■ Work request ■
Count every line below that holds the word "they", and give the number with no other words.
Start of Entries supplied
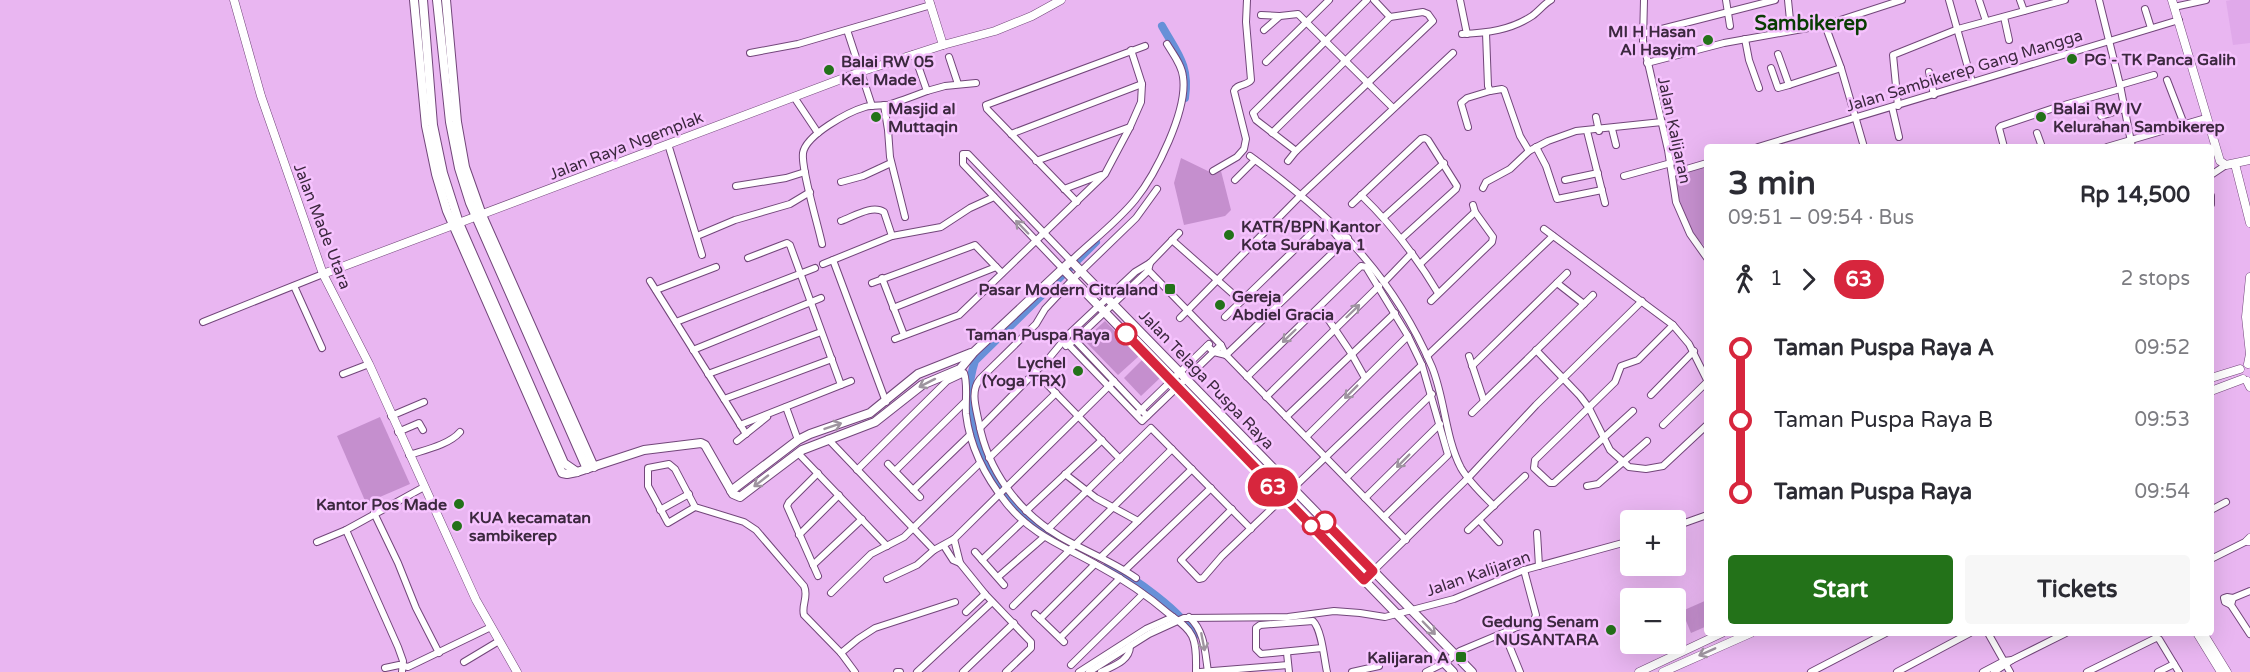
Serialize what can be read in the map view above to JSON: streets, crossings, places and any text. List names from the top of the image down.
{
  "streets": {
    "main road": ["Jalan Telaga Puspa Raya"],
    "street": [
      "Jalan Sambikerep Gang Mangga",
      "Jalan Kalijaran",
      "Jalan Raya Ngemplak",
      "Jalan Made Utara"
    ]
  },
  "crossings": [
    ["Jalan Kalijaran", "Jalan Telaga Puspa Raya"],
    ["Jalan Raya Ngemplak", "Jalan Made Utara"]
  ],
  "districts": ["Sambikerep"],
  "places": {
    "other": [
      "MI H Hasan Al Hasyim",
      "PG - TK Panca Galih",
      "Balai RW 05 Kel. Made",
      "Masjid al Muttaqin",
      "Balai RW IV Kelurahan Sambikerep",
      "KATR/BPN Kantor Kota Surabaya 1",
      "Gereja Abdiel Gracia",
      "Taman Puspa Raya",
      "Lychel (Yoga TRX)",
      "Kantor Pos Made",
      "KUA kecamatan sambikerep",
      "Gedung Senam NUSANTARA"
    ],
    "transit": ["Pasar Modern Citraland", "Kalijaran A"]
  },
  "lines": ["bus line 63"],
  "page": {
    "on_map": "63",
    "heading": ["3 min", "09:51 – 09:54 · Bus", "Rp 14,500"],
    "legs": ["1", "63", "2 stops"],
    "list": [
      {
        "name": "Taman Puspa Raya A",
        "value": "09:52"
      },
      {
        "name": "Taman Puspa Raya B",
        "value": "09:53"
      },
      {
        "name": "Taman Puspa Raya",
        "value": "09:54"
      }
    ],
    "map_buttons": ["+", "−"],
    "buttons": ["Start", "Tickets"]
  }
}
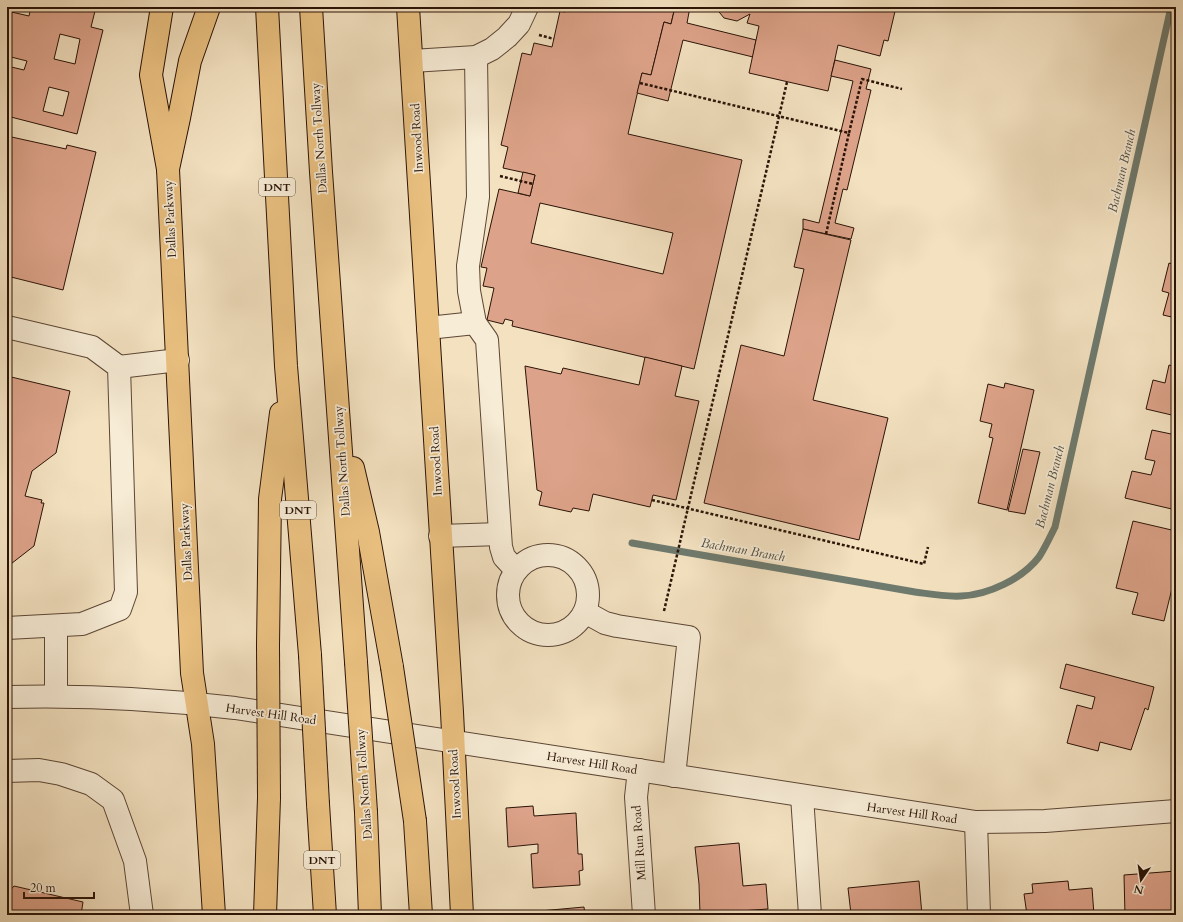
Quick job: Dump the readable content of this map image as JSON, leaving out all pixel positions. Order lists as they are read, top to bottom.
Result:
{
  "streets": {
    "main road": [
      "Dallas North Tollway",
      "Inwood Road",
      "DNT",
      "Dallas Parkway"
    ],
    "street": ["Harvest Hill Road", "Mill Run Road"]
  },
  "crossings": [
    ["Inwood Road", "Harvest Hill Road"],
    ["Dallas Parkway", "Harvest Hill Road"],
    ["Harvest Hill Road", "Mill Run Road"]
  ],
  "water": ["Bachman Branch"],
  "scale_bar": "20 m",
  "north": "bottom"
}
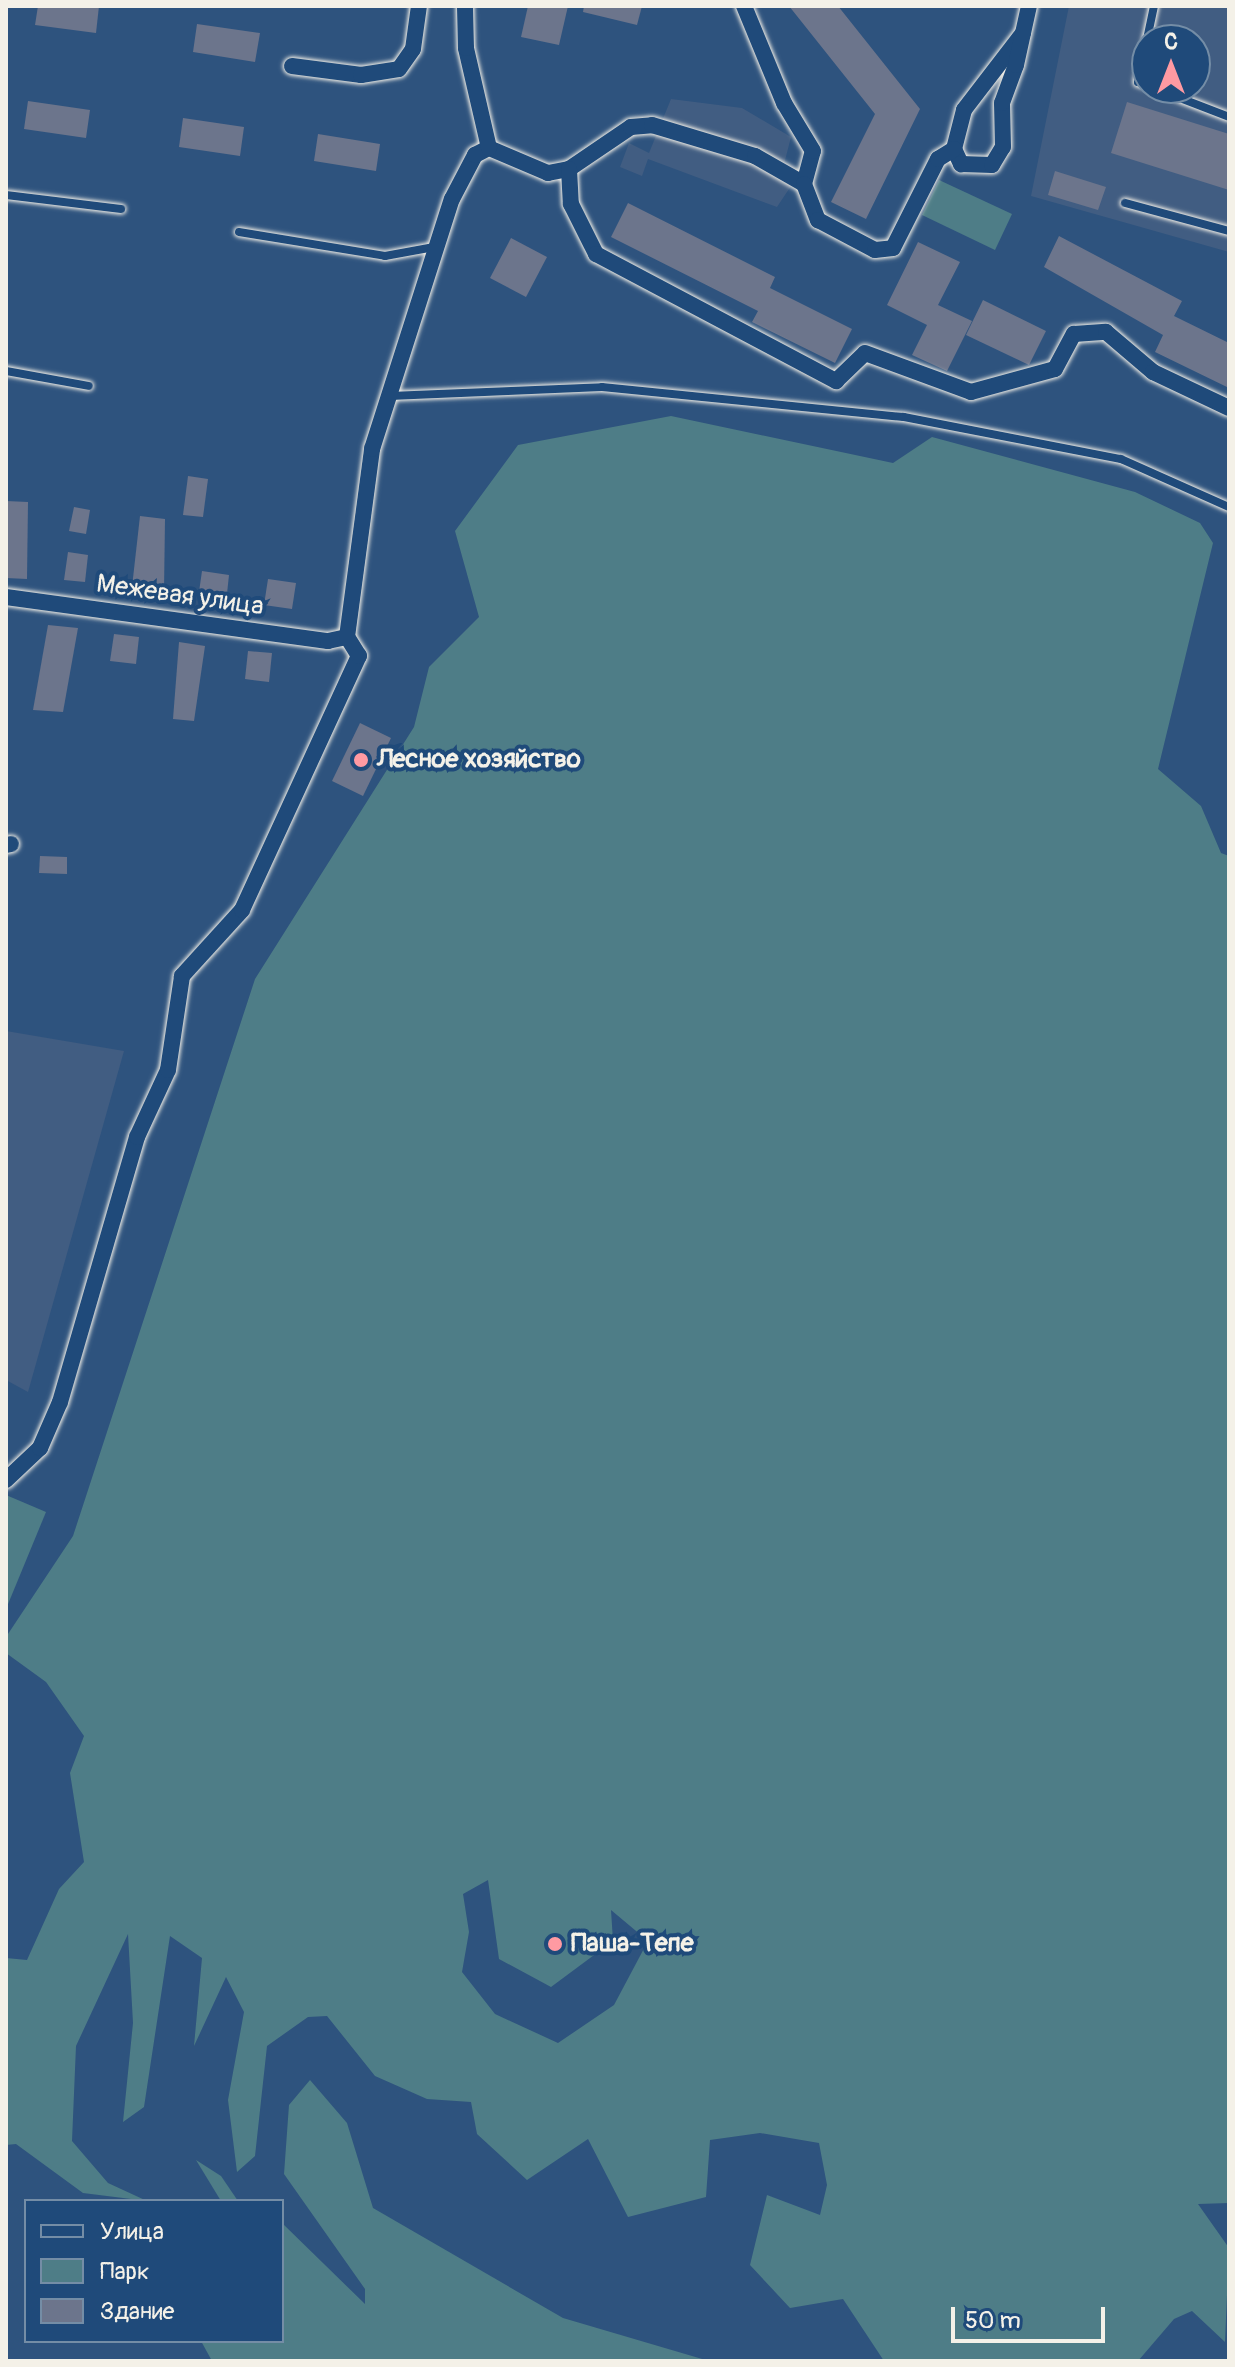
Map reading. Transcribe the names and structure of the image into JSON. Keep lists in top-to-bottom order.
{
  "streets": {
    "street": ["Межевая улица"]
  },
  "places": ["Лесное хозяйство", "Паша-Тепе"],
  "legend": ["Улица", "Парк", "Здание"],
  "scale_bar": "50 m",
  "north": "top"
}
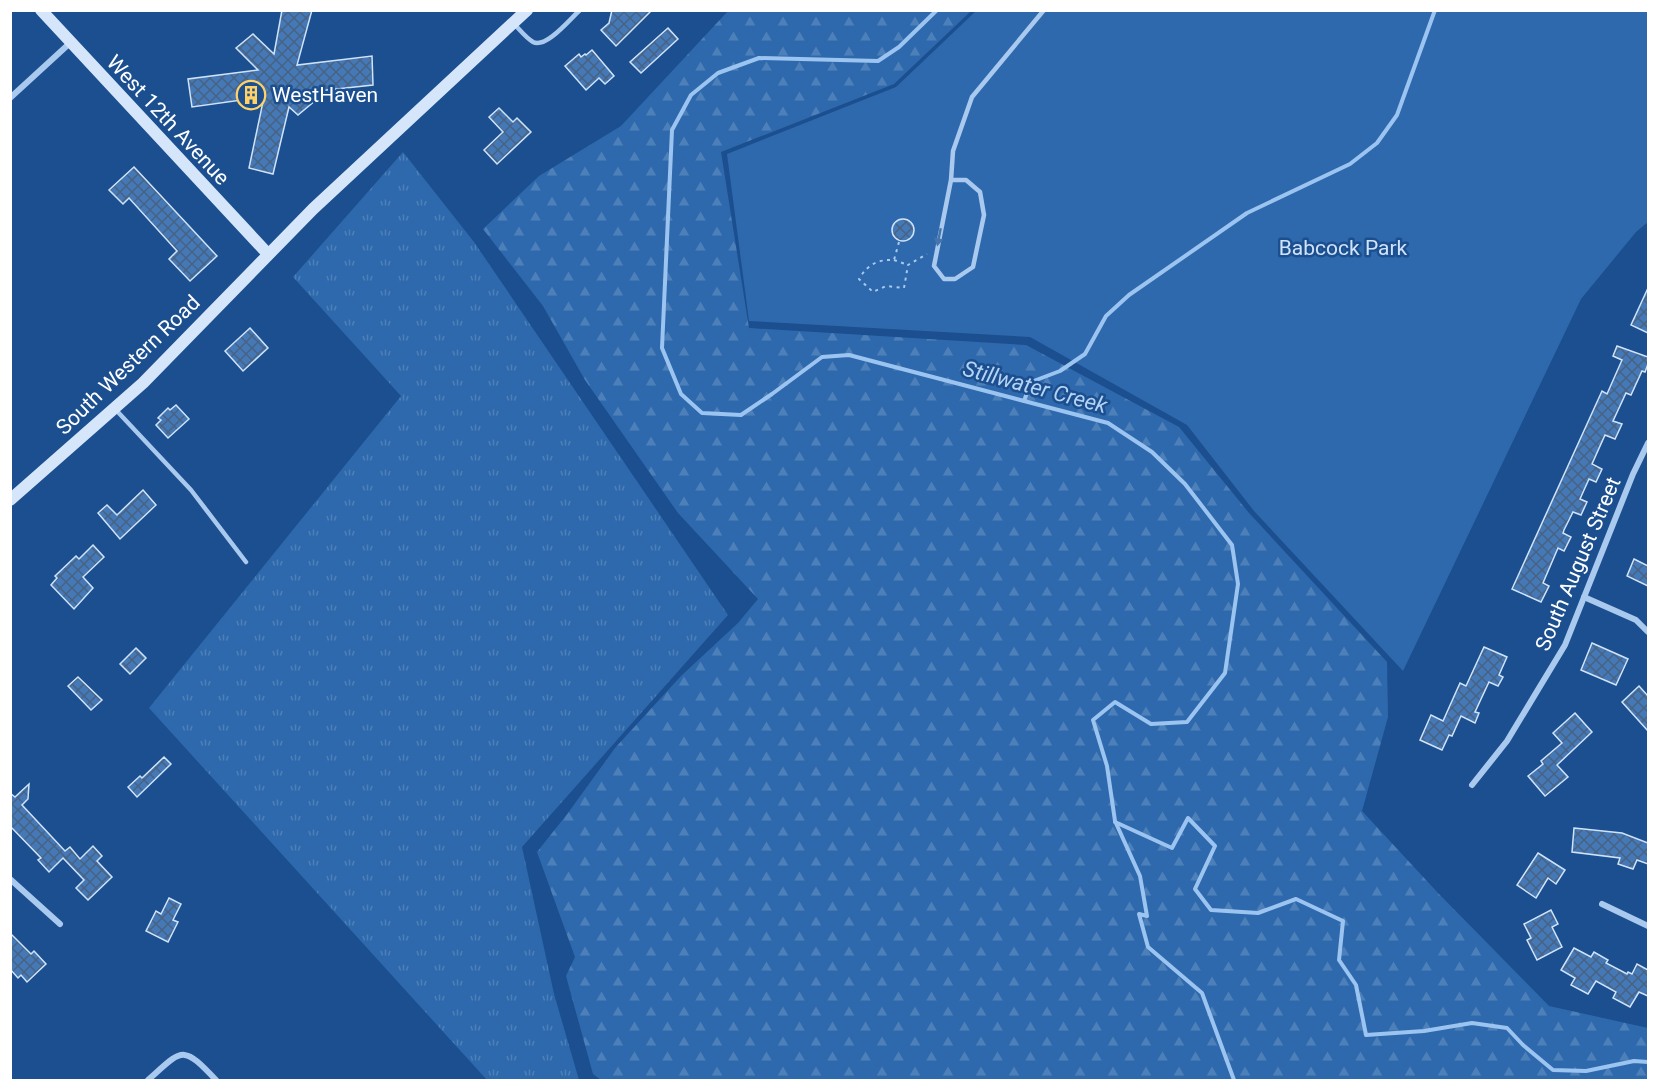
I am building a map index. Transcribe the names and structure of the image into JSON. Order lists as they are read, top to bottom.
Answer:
End of Entries supplied
■ Your solution ■
2